Future content builds on the foundation. The second patient story makes more sense because the first one established the approach. The physician interview is richer because it can reference the patient’s experience. The product video has emotional context that a standalone demo would lack. Everything connects back to the one story that started it all.

This is what we mean when we say the one story moves everything else. It’s not a metaphor. It’s a practical reality. Organizations that invest in finding & telling their one story build content ecosystems that work harder, last longer, & cost less over time than organizations that produce content without a narrative center.

The Stories We Carry

We’ve been doing this long enough to know that certain stories stay with you. Paula’s morning without pain. Lea’s relief after surgery. Three siblings facing the same diagnosis at the same dinner table. A decade of engineering distilled into one film about what’s at stake.

Those stories didn’t become memorable because of production values. They became memorable because they were true, specific, & human. Because someone decided that the story mattered more than the spec sheet. Because a camera was there when a real person described a real moment that changed their life.

Every organization has that story. The one that, if told right, moves fundraising, alignment, hiring, sales, belief, everything else. The question isn’t whether it exists. It’s whether you’ve found it yet.

That’s what we do at Beard & Bowler. We find it, protect it, & put it on screen. Story first. Video second.

If you’re ready to find yours, let’s have a conversation. See what this looks like in practice on our our work page. Read about what happens when a medtech company tells a real story, or learn about the production process that brings it to life. For more detail, visit our services or FAQ.

Frequently Asked Questions

What if our leadership team disagrees about which story to tell?

That’s common, & it’s actually a good sign. It means there are multiple compelling stories to choose from. Our process is designed to surface the strongest candidate through pre-interviews & objective evaluation criteria, not internal politics. We present a recommendation with clear reasoning, & we facilitate the conversation until there’s alignment. The worst outcome is trying to tell multiple stories in one film. We’ll push back on that because it serves no one.

How do you balance storytelling with the need to communicate product information?

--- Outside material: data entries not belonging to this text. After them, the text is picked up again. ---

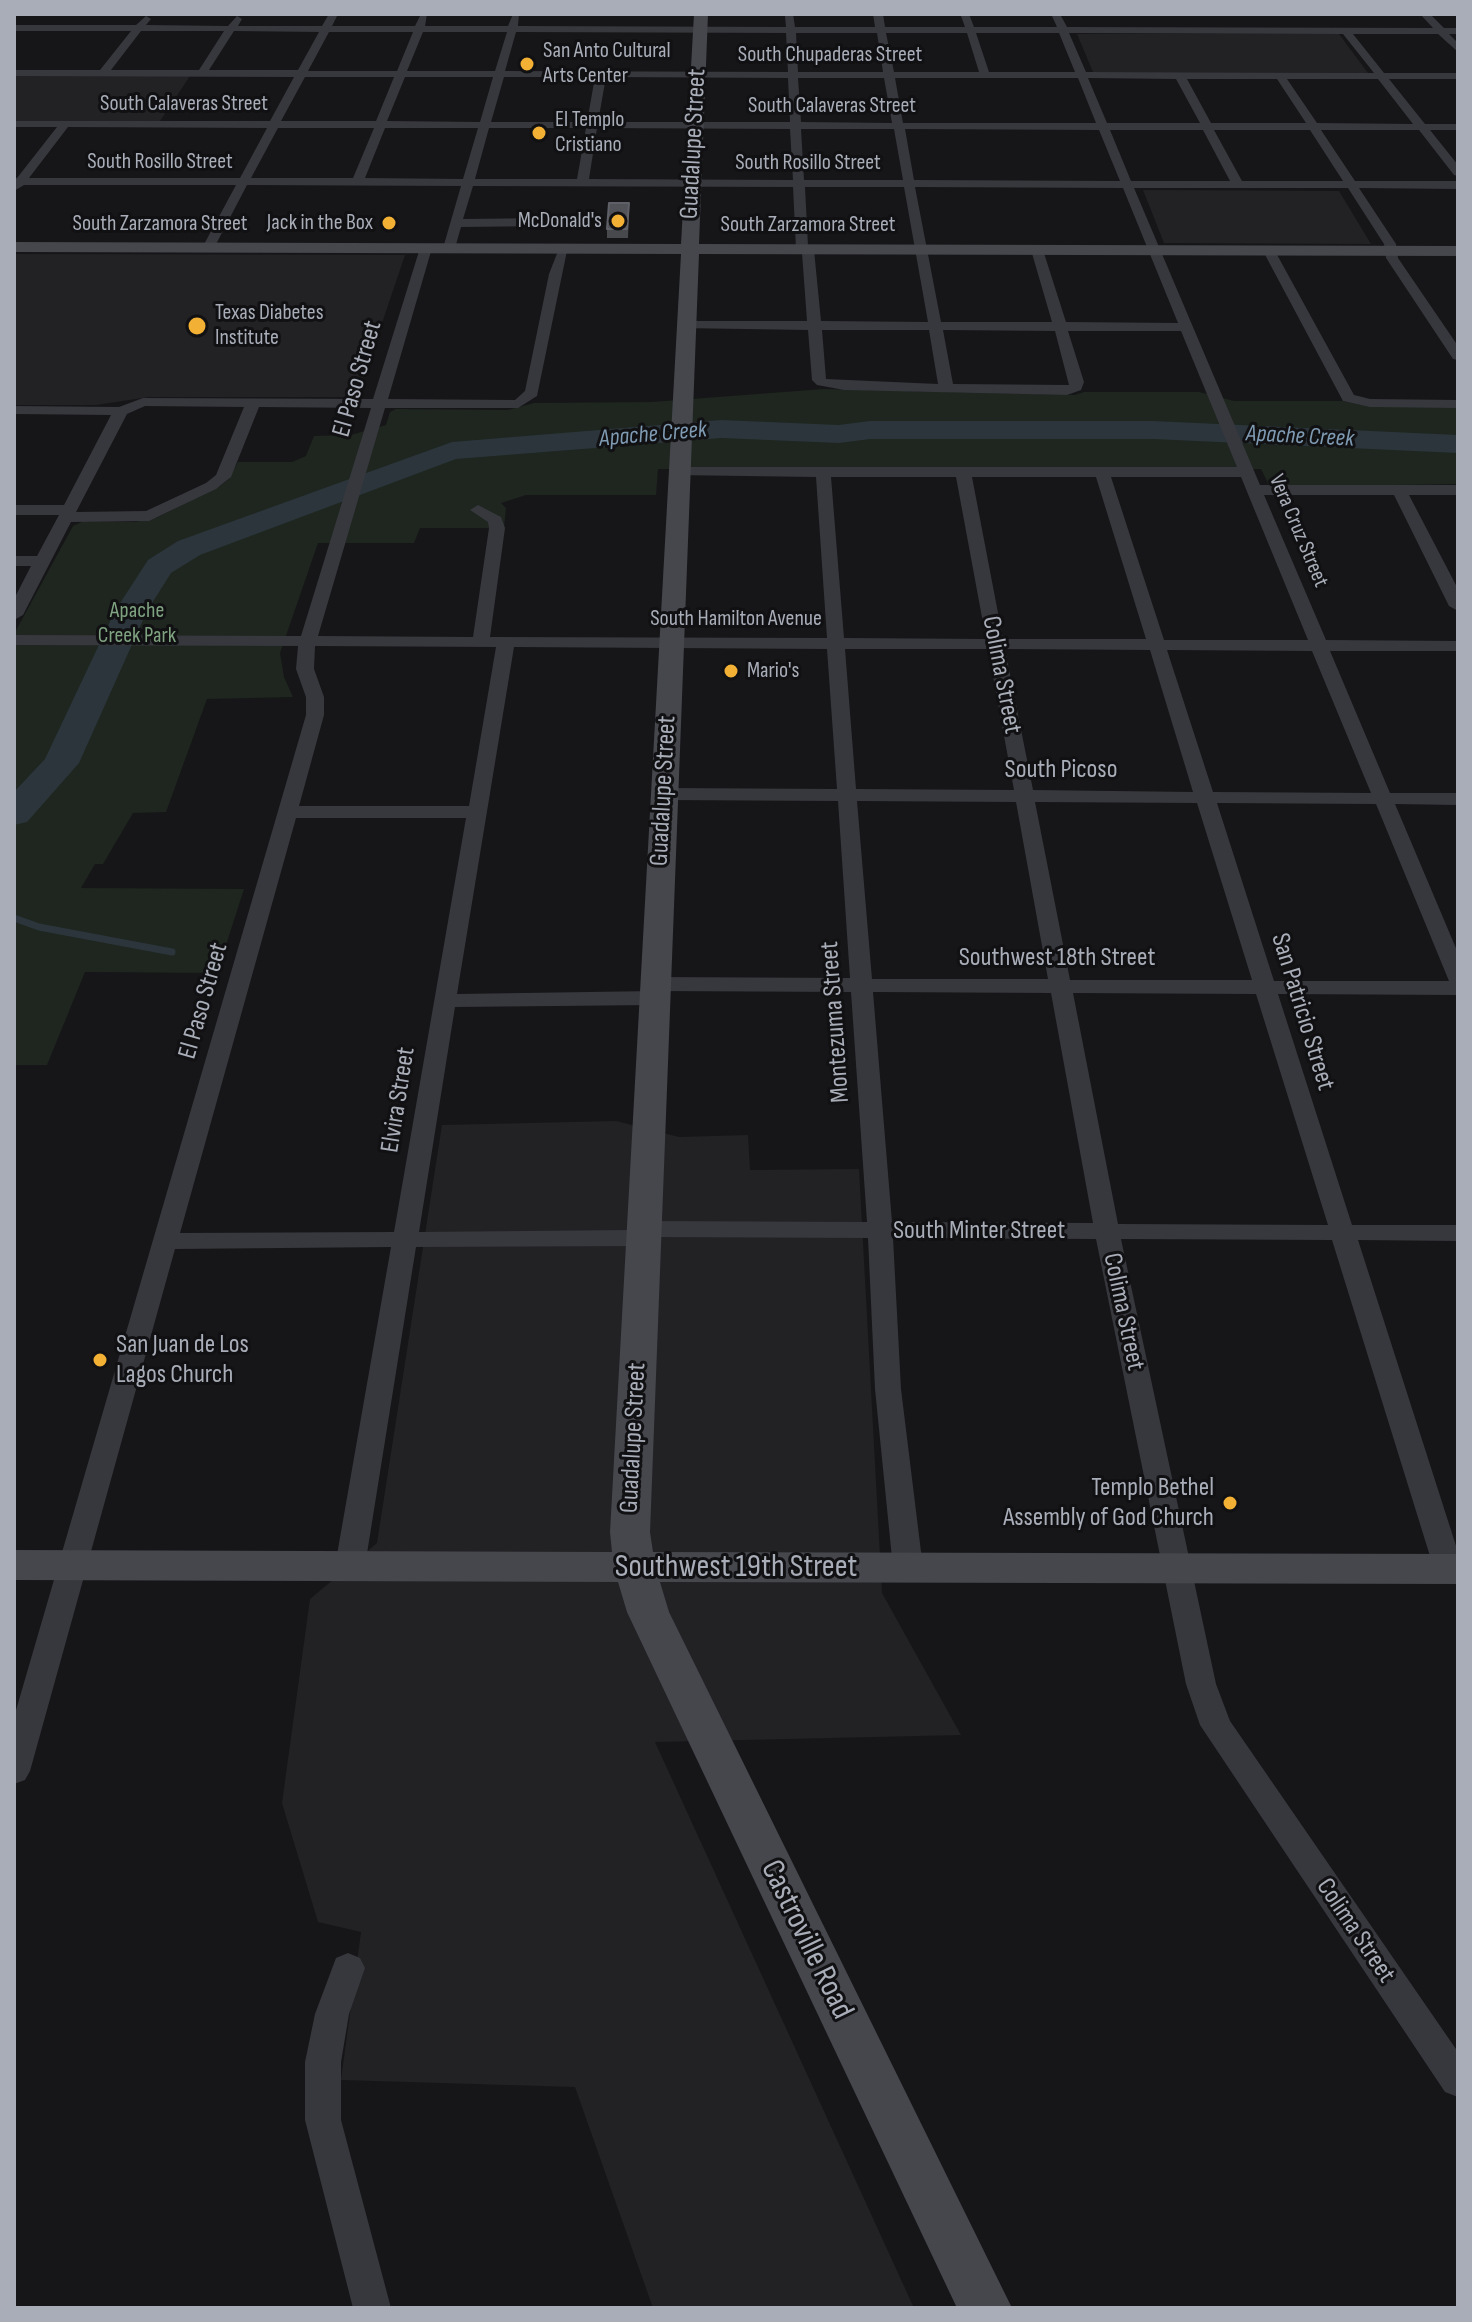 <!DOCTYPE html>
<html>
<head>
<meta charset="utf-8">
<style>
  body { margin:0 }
  #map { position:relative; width:1472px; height:2322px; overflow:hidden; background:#161618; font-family:"Sofia Sans Condensed",sans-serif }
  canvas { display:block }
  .frame { position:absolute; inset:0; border:16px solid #a8adb8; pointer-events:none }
</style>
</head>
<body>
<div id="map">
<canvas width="1472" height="2322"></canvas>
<div class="frame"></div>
</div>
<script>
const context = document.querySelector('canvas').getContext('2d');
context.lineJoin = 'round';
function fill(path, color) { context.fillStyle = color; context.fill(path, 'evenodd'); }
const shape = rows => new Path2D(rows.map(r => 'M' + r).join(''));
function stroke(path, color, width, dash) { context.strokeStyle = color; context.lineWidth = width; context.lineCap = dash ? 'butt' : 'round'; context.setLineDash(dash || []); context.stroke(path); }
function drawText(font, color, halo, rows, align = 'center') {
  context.font = font + ' "Sofia Sans Condensed",sans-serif'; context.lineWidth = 6; context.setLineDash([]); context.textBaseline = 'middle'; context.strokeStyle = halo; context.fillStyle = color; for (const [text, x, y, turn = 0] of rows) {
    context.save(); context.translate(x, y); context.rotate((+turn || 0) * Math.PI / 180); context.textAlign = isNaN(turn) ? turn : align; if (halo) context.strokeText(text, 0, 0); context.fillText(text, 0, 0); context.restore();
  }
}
const built = shape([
  [1077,34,1339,34,1368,73,1093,72],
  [14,76,190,76,160,121,14,121],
  [1143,190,1339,191,1371,244,1164,243],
  [14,254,405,255,357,397,149,397,96,405,14,405],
  [616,1121,679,1137,748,1135,750,1170,859,1169,882,1593,961,1735,655,1742,914,2308,653,2308,575,2087,341,2080,361,1932,318,1922,282,1803,310,1599,377,1543,442,1125]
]);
const green = shape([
  [824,389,1075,395,1084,392,1199,392,1234,401,1342,401,1362,405,1458,406,1458,484,1270,487,1261,469,658,469,656,495,526,495,501,503,506,508,504,528,420,528,414,543,318,543,280,653,284,677,293,697,207,699,166,812,133,813,103,864,95,864,81,888,244,889,217,973,85,972,47,1065,14,1065,14,634,73,526,84,521,136,522,158,517,220,486,228,480,238,462,292,462,306,456,314,436,351,435,386,425,390,412,396,409,508,410,534,403,652,402]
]);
const stream = shape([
  [14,918,39,927,172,952]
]);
const river = shape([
  [721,420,839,425,870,421,1153,421,1458,435,1458,453,1153,439,870,439,839,443,721,438,456,459,200,555,171,573,147,611,79,763,27,822,14,825,14,792,45,759,115,611,148,560,178,541,452,442,721,420]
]);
const street = shape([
  [329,14,337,16,332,26,415,26,421,14,427,14,425,26,508,26,513,14,519,14,518,26,786,27,785,16,793,14,795,27,875,27,873,14,883,14,885,27,965,27,961,16,969,14,974,27,1057,27,1052,16,1060,14,1067,27,1433,28,1420,14,1430,14,1444,28,1458,28,1458,34,1449,34,1458,43,1458,52,1438,34,1353,34,1384,73,1458,73,1458,79,1389,79,1425,124,1458,124,1458,130,1430,130,1458,165,1458,176,1454,175,1419,130,1321,130,1355,181,1458,181,1458,189,1359,188,1396,244,1398,258,1458,346,1458,360,1453,359,1386,258,1384,244,1348,188,1134,188,1260,485,1458,485,1458,495,1409,495,1458,589,1458,611,1449,606,1394,495,1264,495,1326,640,1458,641,1458,651,1330,651,1390,793,1458,793,1458,805,1395,804,1458,953,1458,995,1278,994,1352,1225,1458,1225,1458,1241,1358,1240,1458,1552,1458,1577,1449,1580,1439,1577,1434,1569,1332,1240,1121,1239,1216,1684,1230,1721,1458,2052,1458,2097,1445,2092,1200,1725,1186,1684,1096,1239,893,1238,901,1389,923,1568,918,1576,908,1579,898,1576,893,1568,875,1389,868,1238,655,1237,652,1244,643,1246,416,1247,365,1566,360,1574,350,1577,340,1574,335,1566,391,1247,175,1249,30,1771,25,1780,14,1784,14,1717,306,715,306,697,296,669,298,646,14,645,14,635,301,636,371,408,259,407,231,477,216,489,149,521,71,522,23,615,14,620,14,599,31,566,14,566,14,556,37,556,59,515,14,515,14,505,64,505,111,415,14,414,14,406,119,407,143,398,373,399,420,248,426,244,432,248,388,399,515,400,525,391,549,274,560,246,568,246,537,396,518,408,385,408,318,636,473,637,489,528,488,522,470,510,478,505,501,517,505,528,490,637,827,638,816,477,674,475,674,469,679,467,1237,467,1181,331,1068,331,1084,382,1081,390,1067,395,844,390,817,385,812,380,808,330,680,328,678,325,685,321,807,321,802,253,796,249,793,187,473,186,463,219,549,218,555,222,549,226,461,227,455,248,449,252,443,248,461,186,247,185,214,248,208,252,202,248,236,185,24,185,14,191,14,178,17,178,57,127,14,127,14,121,270,121,294,77,14,76,14,70,100,70,131,31,14,31,14,25,136,25,146,16,151,19,146,25,228,26,237,16,242,19,238,26,322,26,329,14],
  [141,31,224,31,199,70,111,70,141,31],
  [234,31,319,32,298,70,209,70,234,31],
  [329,32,413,32,397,71,308,71,329,32],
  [423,32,507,32,495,71,407,71,423,32],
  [516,32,786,33,788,72,505,71,516,32],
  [796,33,877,33,883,72,798,72,796,33],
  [886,33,967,33,979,72,894,72,886,33],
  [976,33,1059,33,1075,72,989,72,976,33],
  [1069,33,1343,34,1374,73,1086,72,1069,33],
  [305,77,394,77,376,121,281,121,305,77],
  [405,77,493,77,480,122,387,121,405,77],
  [504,77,595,77,587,122,491,122,504,77],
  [606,77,788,78,790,122,598,122,606,77],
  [798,78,884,78,892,123,801,122,798,78],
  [895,78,1078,78,1096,123,903,123,895,78],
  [1088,78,1176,79,1200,123,1107,123,1088,78],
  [1187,79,1277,79,1306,123,1211,123,1187,79],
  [1287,79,1378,79,1413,124,1317,123,1287,79],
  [68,127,267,128,240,178,29,178,68,127],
  [278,128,374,128,353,178,251,178,278,128],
  [385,128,478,128,463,179,365,178,385,128],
  [489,128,586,128,577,179,475,179,489,128],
  [597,128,790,129,793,180,589,179,597,128],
  [801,129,894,129,903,180,804,180,801,129],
  [905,129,1099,130,1120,181,914,180,905,129],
  [1110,130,1203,130,1230,181,1131,181,1110,130],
  [1214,130,1310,130,1343,181,1242,181,1214,130],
  [805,187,904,187,928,322,821,321,814,250,808,246,805,187],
  [915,187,1123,188,1178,323,1066,322,1043,250,1037,246,1031,250,1052,322,941,322,915,187],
  [822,330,929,330,938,384,826,379,822,330],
  [943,330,1055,331,1069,385,953,384,943,330],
  [145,406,244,407,216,475,206,483,146,511,76,512,127,414,145,406],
  [831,477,956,477,986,639,844,638,831,477],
  [972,477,1096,477,1146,639,1003,639,972,477],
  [1111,477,1241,477,1308,640,1164,640,1111,477],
  [315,646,496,647,469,806,299,806,324,715,324,697,314,669,315,646],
  [514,647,827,649,837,789,665,788,655,794,665,800,838,801,850,978,655,977,644,984,655,991,851,992,867,1222,644,1221,635,1224,632,1230,419,1232,455,1007,655,1005,666,998,655,991,457,994,514,647],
  [845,649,988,649,1014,790,856,789,845,649],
  [1005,649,1150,650,1193,792,1033,790,1005,649],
  [1167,650,1312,651,1371,793,1213,792,1167,650],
  [857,801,1016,802,1048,979,872,979,857,801],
  [1035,802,1197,803,1252,980,1070,980,1035,802],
  [1217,803,1376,804,1449,981,1274,981,1217,803],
  [296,818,466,818,394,1232,180,1233,296,818],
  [873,992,1051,993,1093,1223,892,1222,873,992],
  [1073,993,1256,994,1328,1225,1118,1224,1073,993],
  [1269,247,1275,251,1354,395,1370,399,1458,400,1458,408,1370,407,1343,401,1263,251,1269,247],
  [348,1953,360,1958,365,1968,349,2014,341,2062,341,2120,391,2308,353,2308,305,2120,305,2062,315,2014,336,1958,348,1953]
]);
const secondary = shape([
  [694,14,708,14,699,244,1458,246,1458,256,699,254,650,1532,653,1552,1458,1554,1458,1584,660,1582,669,1612,1012,2308,957,2308,627,1612,618,1582,14,1580,14,1550,612,1552,610,1532,681,254,14,252,14,242,681,244,694,14]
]);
const wall = shape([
  [629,212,628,238,607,238,607,229]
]);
const building = shape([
  [609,203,629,203,627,229,607,229,609,203]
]);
const markers = [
  [527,64,8,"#f2b134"],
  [539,133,8,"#f2b134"],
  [618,221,8,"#f2b134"],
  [389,223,8,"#f2b134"],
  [197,326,10,"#f2b134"],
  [731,671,8,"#f2b134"],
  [100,1360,8,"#f2b134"],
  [1230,1503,8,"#f2b134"]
];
const farPoinames = [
  ["San Anto Cultural",543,51],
  ["Arts Center",543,76],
  ["El Templo",555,120],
  ["Cristiano",555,145],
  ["McDonald's",602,221,"right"],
  ["Jack in the Box",373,223,"right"],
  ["Texas Diabetes",215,313],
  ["Institute",215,338],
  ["Mario's",747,671]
];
const farStreetnames = [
  ["South Chupaderas Street",830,55],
  ["South Calaveras Street",184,104],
  ["South Calaveras Street",832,106],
  ["South Rosillo Street",160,162],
  ["South Rosillo Street",808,163],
  ["South Zarzamora Street",160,224],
  ["South Zarzamora Street",808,225],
  ["Vera Cruz Street",1298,531,67],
  ["South Hamilton Avenue",736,619]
];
const farParknames = [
  ["Apache",137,611],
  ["Creek Park",137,636]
];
const farWaternames = [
  ["Apache Creek",653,435,-5],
  ["Apache Creek",1300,437,3]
];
const streetNames = [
  ["Guadalupe Street",694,144,-87],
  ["El Paso Street",358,379,-74],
  ["Colima Street",1001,675,79],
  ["South Picoso",1061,770],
  ["Guadalupe Street",664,791,-87],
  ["Southwest 18th Street",1057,958],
  ["El Paso Street",204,1001,-74],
  ["San Patricio Street",1302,1012,73],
  ["Montezuma Street",836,1022,-94],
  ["Elvira Street",399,1100,-81],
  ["South Minter Street",979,1231],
  ["Colima Street",1123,1312,78],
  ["Guadalupe Street",634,1438,-87],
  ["Colima Street",1355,1931,56]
];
const poiNames = [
  ["San Juan de Los",116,1345],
  ["Lagos Church",116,1375],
  ["Templo Bethel",1214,1488,"right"],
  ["Assembly of God Church",1214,1518,"right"]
];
const nearStreetnames = [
  ["Southwest 19th Street",736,1568],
  ["Castroville Road",806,1940,64]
];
fill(built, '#222225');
fill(green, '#1e261f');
stroke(stream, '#2c353c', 7);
fill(river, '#2c353c');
fill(street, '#37383d');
fill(secondary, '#45474d');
fill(wall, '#47494d');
fill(building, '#525359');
stroke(building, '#5f6168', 2);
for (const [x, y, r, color] of markers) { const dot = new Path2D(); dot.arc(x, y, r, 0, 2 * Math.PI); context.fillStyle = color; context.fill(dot); stroke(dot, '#111113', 3); }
drawText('22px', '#a8adb8', '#111113', farPoinames, 'left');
drawText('22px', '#a8adb8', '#111113', farStreetnames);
drawText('22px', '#7fa381', '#111113', farParknames);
drawText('italic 24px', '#7f9bb3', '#111113', farWaternames);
drawText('26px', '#a8adb8', '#111113', streetNames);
drawText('26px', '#a8adb8', '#111113', poiNames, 'left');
drawText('32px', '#a8adb8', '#111113', nearStreetnames);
</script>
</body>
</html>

The story carries the product information. When a patient describes their experience, they naturally communicate what the device did for them. When a surgeon talks about why they chose this technology, they’re explaining the mechanism in human terms. The information is there. It just arrives through narrative instead of bullet points. For the detailed clinical & technical content, that’s where supporting videos like MOA explainers & launch assets come in. The story film opens the door. The supporting content walks through it.

Can this approach work for organizations outside of medtech?

Absolutely. We’ve applied the same philosophy to nonprofits, educational institutions, & healthcare systems. Any organization that exists to serve people has a story worth telling. The principles are universal: find the person, find the moment, find the feeling. The context changes. The approach doesn’t.

What if we don’t have dramatic patient stories?

You probably do, but they might not look dramatic on paper. The most powerful stories aren’t always the most extreme. A patient who can play with their grandchildren again. A surgeon who sleeps better knowing their patients are in less pain. A researcher who spent ten years on a problem & finally saw it solved. Drama lives in specificity, not scale. The shift to video is happening precisely because these everyday moments of impact are so compelling on screen.

How much does it cost to go through the story discovery process?

The story call & pre-interview phase is built into our production process, not a separate line item. When you engage us for a film, the discovery work is part of the package. It’s the foundation that makes the production work. Trying to skip it to save money is like building a house without a foundation to save on concrete. It doesn’t end well.